(DATA begins)

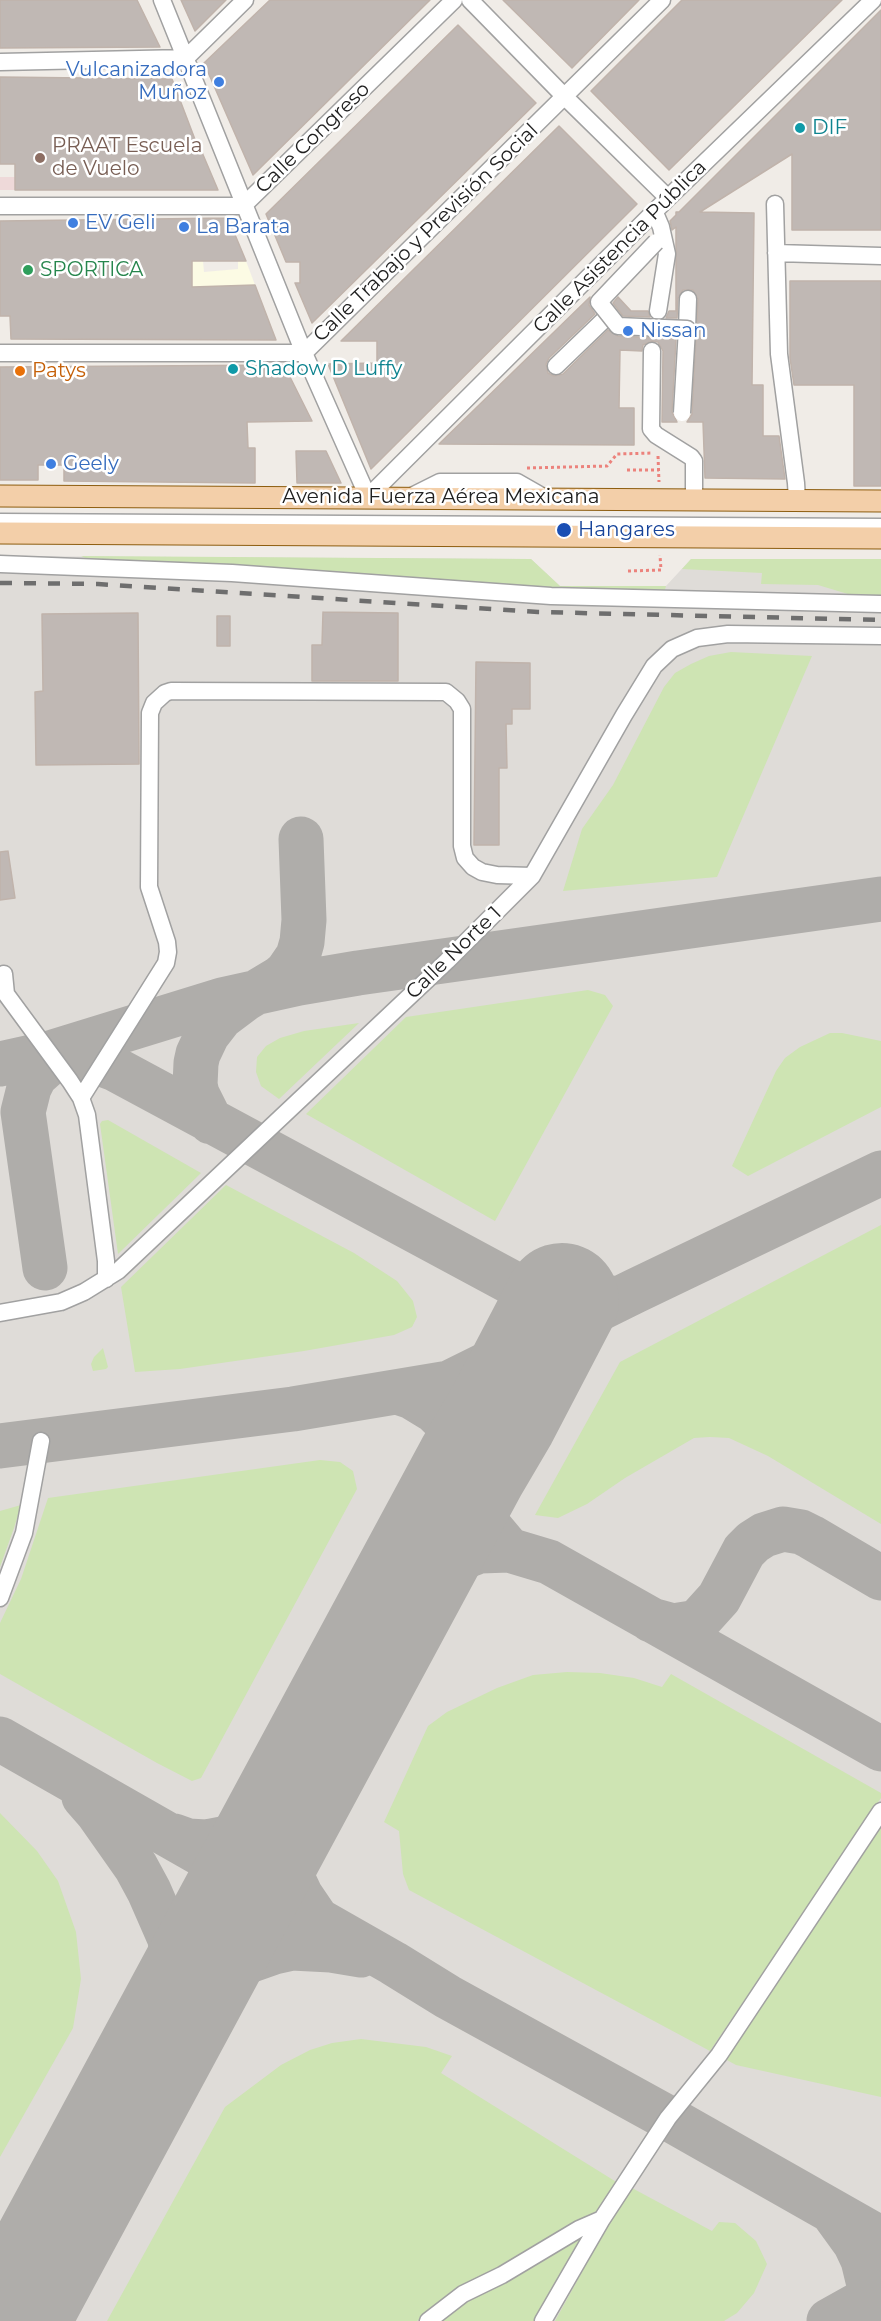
<!DOCTYPE html>
<html>
<head>
<meta charset="utf-8">
<style>
	body { margin:0 }
	canvas { display:block; background:#f0ece7 }
</style>
</head>
<body>
<canvas width="881" height="2321"></canvas>
<script>
const c = document.querySelector('canvas').getContext('2d');
c.lineJoin = 'round';
function paint(path, color) { c.fillStyle = color; c.fill(path, 'evenodd'); }
const poly = rows => new Path2D(rows.map(r => 'M' + r).join(''));
function strokePath(path, color, width, dash) { c.strokeStyle = color; c.lineWidth = width; c.lineCap = dash ? 'butt' : 'round'; c.setLineDash(dash || []); c.stroke(path); }
function label(font, color, halo, rows, align = 'center') {
  c.font = font + ' Montserrat,sans-serif'; c.lineWidth = 5; c.setLineDash([]); c.textBaseline = 'middle'; c.strokeStyle = halo; c.fillStyle = color; for (const [text, x, y, turn = 0] of rows) {
    c.save(); c.translate(x, y); c.rotate((+turn || 0) * Math.PI / 180); c.textAlign = isNaN(turn) ? turn : align; if (halo) c.strokeText(text, 0, 0); c.fillText(text, 0, 0); c.restore();
  }
}
const commercial = poly([
	[0,177,15,177,15,190,0,190]
]);
const education = poly([
	[192,261,203,261,204,272,238,269,238,261,246,261,255,285,192,287]
]);
const airport = poly([
	[0,556,531,559,560,586,666,586,691,559,881,559,881,2321,0,2321]
]);
const grass = poly([
	[81,556,531,559,560,586,666,586,663,597,96,563],
	[691,559,881,559,881,601,871,601,818,585,761,584,762,573,682,569],
	[731,652,812,656,717,877,563,891,582,829,613,785,664,687,675,673,691,664,709,656],
	[588,990,605,995,613,1006,495,1221,306,1114,406,1017],
	[359,1023,279,1099,261,1086,256,1072,257,1057,266,1046,280,1038,304,1031],
	[830,1033,842,1033,881,1041,881,1107,748,1176,732,1166,776,1071,785,1058,800,1047],
	[108,1120,201,1173,118,1254,100,1124,102,1121],
	[226,1185,354,1253,397,1281,413,1301,417,1317,412,1327,394,1335,304,1351,180,1369,135,1372,121,1287],
	[881,1225,881,1524,768,1456,729,1438,710,1437,694,1438,625,1478,587,1504,558,1518,535,1515,620,1362],
	[103,1348,108,1367,106,1369,93,1371,91,1364,94,1357],
	[320,1460,340,1462,353,1471,357,1489,201,1778,192,1781,157,1763,0,1674,0,1623,21,1579,48,1498],
	[21,1505,14,1528,0,1567,0,1511],
	[567,1672,600,1673,634,1678,662,1687,671,1674,881,1793,881,1798,710,2051,409,1890,403,1874,399,1831,384,1822,428,1726,447,1712,497,1688,533,1675],
	[0,1813,37,1851,58,1881,76,1932,81,1979,73,2028,0,2157],
	[881,1824,881,2097,736,2065,725,2059],
	[361,2039,426,2047,452,2056,441,2073,618,2183,597,2211,537,2249,463,2286,417,2321,107,2321,225,2107,281,2065,310,2050,332,2043],
	[632,2188,712,2231,719,2222,735,2223,756,2241,767,2264,754,2293,737,2313,724,2321,555,2321,599,2241],
	[583,2235,537,2321,437,2321,496,2284]
]);
const taxiway = poly([
	[51,1056,80,1056,115,1069,520,1287,539,1295,562,1300,576,1302,612,1298],
	[0,1064,50,1053,222,1000,299,983,358,973,881,899],
	[211,1122,197,1094,195,1085,196,1063,198,1054,207,1035,221,1017,245,999,280,978,287,972,298,956,302,942,304,920,301,839],
	[45,1268,23,1112,29,1088,35,1076,54,1059],
	[400,1393,412,1397,435,1411,446,1422,455,1437,459,1448,458,1474,447,1513],
	[0,1446,293,1409,449,1383,635,1291,881,1173],
	[509,1550,488,1525,479,1506,474,1482,477,1468,502,1415,518,1389,545,1355,564,1336],
	[391,1617,408,1594,433,1572,450,1562,480,1551,509,1550,549,1562,881,1749],
	[651,1620,673,1626,692,1623,700,1619,719,1598,744,1551,753,1542,764,1535,783,1529,801,1532,811,1537,881,1578],
	[0,1739,393,1963,448,1997,668,2118,881,2239],
	[305,1784,292,1821,289,1837,289,1857,293,1879,301,1896,318,1921],
	[84,1797,98,1813,136,1867,149,1891,170,1939,174,1976,168,2012,140,2081],
	[174,1836,188,1841,206,1842,237,1836,251,1830,268,1819,283,1807,316,1757],
	[168,2035,194,1996,220,1975,240,1964,274,1952,292,1948,331,1950,361,1955],
	[834,2214,855,2243,863,2260,872,2297,871,2321],
	[829,2321,881,2292]
]);
const runway = poly([
	[11,2321,472,1466,502,1415,562,1300]
]);
const building = poly([
	[0,0,137,0,160,47,0,48,0,0],
	[181,0,226,0,195,31,181,0],
	[270,0,430,0,253,175,204,63,270,0],
	[503,0,639,0,572,68,503,0],
	[682,0,842,0,669,170,591,91,682,0],
	[881,10,881,230,792,230,792,154,700,212,754,213,752,385,763,385,763,436,779,436,785,479,705,478,703,422,687,422,692,414,698,299,693,290,683,290,678,298,677,318,666,318,669,311,676,311,676,227,672,230,670,221,676,215,676,212,679,212,881,10],
	[458,25,536,103,312,323,295,283,300,283,300,262,286,262,266,214,458,25],
	[0,77,172,79,199,150,201,150,218,190,15,190,15,164,0,164,0,77],
	[559,126,637,204,371,469,328,364,377,363,377,341,341,341,559,126],
	[228,218,246,261,192,261,192,287,255,285,276,340,11,339,10,316,0,316,0,221,228,218],
	[790,281,881,281,881,486,854,486,854,385,794,385,790,358,790,281],
	[590,297,589,305,595,314,549,358,546,364,548,373,554,376,563,374,608,330,618,336,676,339,672,412,677,422,662,422,663,351,658,342,652,341,643,345,642,351,620,350,619,408,634,408,634,445,439,444,590,297],
	[618,297,631,311,648,311,650,317,623,316,613,303,618,297],
	[284,365,312,421,247,422,248,448,255,448,255,483,64,481,64,465,38,465,38,480,0,480,0,367,284,365],
	[296,451,326,451,341,483,297,483,296,451],
	[323,612,398,613,398,681,312,681,312,645,322,645,323,612],
	[138,613,139,764,36,765,35,692,43,691,42,614,138,613],
	[217,616,230,616,230,646,217,646,217,616],
	[476,662,530,663,530,709,512,709,512,724,506,724,507,768,499,768,499,845,474,845,476,662],
	[8,851,15,898,0,900,0,852,8,851]
]);
const path = poly([
	[658,456,659,482],
	[527,468,607,466,617,454,652,453],
	[627,470,659,470],
	[628,571,661,570,660,555]
]);
const minor = poly([
	[162,0,304,353,368,497,668,198,873,0],
	[470,0,565,97,668,198],
	[0,62,186,58,245,0],
	[775,204,779,354,796,483,797,500],
	[0,206,243,206,454,0],
	[655,213,661,227,667,254,658,311],
	[776,253,881,256],
	[687,329,688,299],
	[652,351,651,429,656,435,691,457,694,461,694,499],
	[0,353,304,353,662,0],
	[556,366,608,316],
	[410,497,440,482,517,482,545,498],
	[0,522,881,527],
	[0,564,232,573,551,596,881,604],
	[4,974,6,994,70,1081,81,1098,87,1115,106,1261,106,1279],
	[81,1098,166,963,168,952,167,942,149,887,150,713,154,703,165,693,171,691,446,692,457,701,462,709,462,846,465,858,473,867,482,872,497,875,532,876],
	[0,1313,61,1302,84,1292,118,1271,447,961,532,876,624,715,654,666,672,649,697,638,728,634,881,636],
	[0,1598,24,1533,41,1441],
	[428,2321,463,2294,502,2275,579,2229,602,2219,668,2118,719,2055,881,1811],
	[543,2321,602,2219]
]);
const major = poly([
	[0,496,881,501],
	[0,533,881,538]
]);
const rail = poly([
	[0,583,98,584,538,612,881,620]
]);
const minorBridge = poly([
	[656,242,599,302,618,326,687,329,682,413]
]);
const markers = [
	[219,82,6,"#3f7fe0"],
	[800,128,6,"#0f9aa8"],
	[40,158,6,"#8d6e63"],
	[73,223,6,"#3f7fe0"],
	[184,227,6,"#3f7fe0"],
	[28,270,6,"#2e9e5b"],
	[628,331,6,"#3f7fe0"],
	[233,369,6,"#0f9aa8"],
	[20,371,6,"#e8710a"],
	[51,464,6,"#3f7fe0"],
	[564,530,8,"#1a4fb4"]
];
const shopNames = [
	["Vulcanizadora",207,70,"right"],
	["Muñoz",207,93,"right"],
	["EV Geli",85,223],
	["La Barata",196,227],
	["Nissan",640,331],
	["Geely",63,464]
];
const cultureNames = [
	["DIF",812,128],
	["Shadow D Luffy",245,369]
];
const streetNames = [
	["Calle Congreso",313,138,-44],
	["Calle Trabajo y Previsión Social",426,233,-44],
	["Calle Asistencia Pública",620,247,-45],
	["Avenida Fuerza Aérea Mexicana",441,497],
	["Calle Norte 1",454,953,-44]
];
const educationNames = [
	["PRAAT Escuela",52,146],
	["de Vuelo",52,169]
];
const leisureNames = [
	["SPORTICA",40,270]
];
const foodNames = [
	["Patys",32,371]
];
const transitNames = [
	["Hangares",578,530]
];
paint(commercial, '#eed9d9');
paint(education, '#fcfbe4');
paint(airport, '#dfdcd8');
paint(grass, '#cee4b3');
strokePath(taxiway, '#afadaa', 45);
strokePath(runway, '#afadaa', 114);
paint(building, '#c0b8b4');
strokePath(building, '#c0b3ab', 1.5);
strokePath(minor, '#a1a1a1', 19);
strokePath(major, '#8d5d0f', 23);
strokePath(path, '#ec827c', 3, [3, 3]);
strokePath(minor, '#fff', 16);
strokePath(major, '#f3cfa9', 21);
strokePath(rail, '#6e6e6e', 4.5, [12, 12]);
strokePath(minorBridge, '#a1a1a1', 19, []);
strokePath(minorBridge, '#fff', 16);
for (const [x, y, r, color] of markers) { const dot = new Path2D(); dot.arc(x, y, r, 0, 2 * Math.PI); c.fillStyle = color; c.fill(dot); strokePath(dot, '#fff', 2); }
label('20px', '#366cbe', '#fff', shopNames, 'left');
label('20px', '#0d838f', '#fff', cultureNames, 'left');
label('20px', '#202020', '#fff', streetNames);
label('20px', '#785e54', '#fff', educationNames, 'left');
label('20px', '#27864d', '#fff', leisureNames, 'left');
label('20px', '#c56008', '#fff', foodNames, 'left');
label('20px', '#164399', '#fff', transitNames, 'left');
</script>
</body>
</html>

(DATA ends)

WHAT IS BEING ASKED: Where does the string "strokeStyle" occur in the listing above? Return every line that contains it.

YOUR SOLUTION:
function strokePath(path, color, width, dash) { c.strokeStyle = color; c.lineWidth = width; c.lineCap = dash ? 'butt' : 'round'; c.setLineDash(dash || []); c.stroke(path); }
  c.font = font + ' Montserrat,sans-serif'; c.lineWidth = 5; c.setLineDash([]); c.textBaseline = 'middle'; c.strokeStyle = halo; c.fillStyle = color; for (const [text, x, y, turn = 0] of rows) {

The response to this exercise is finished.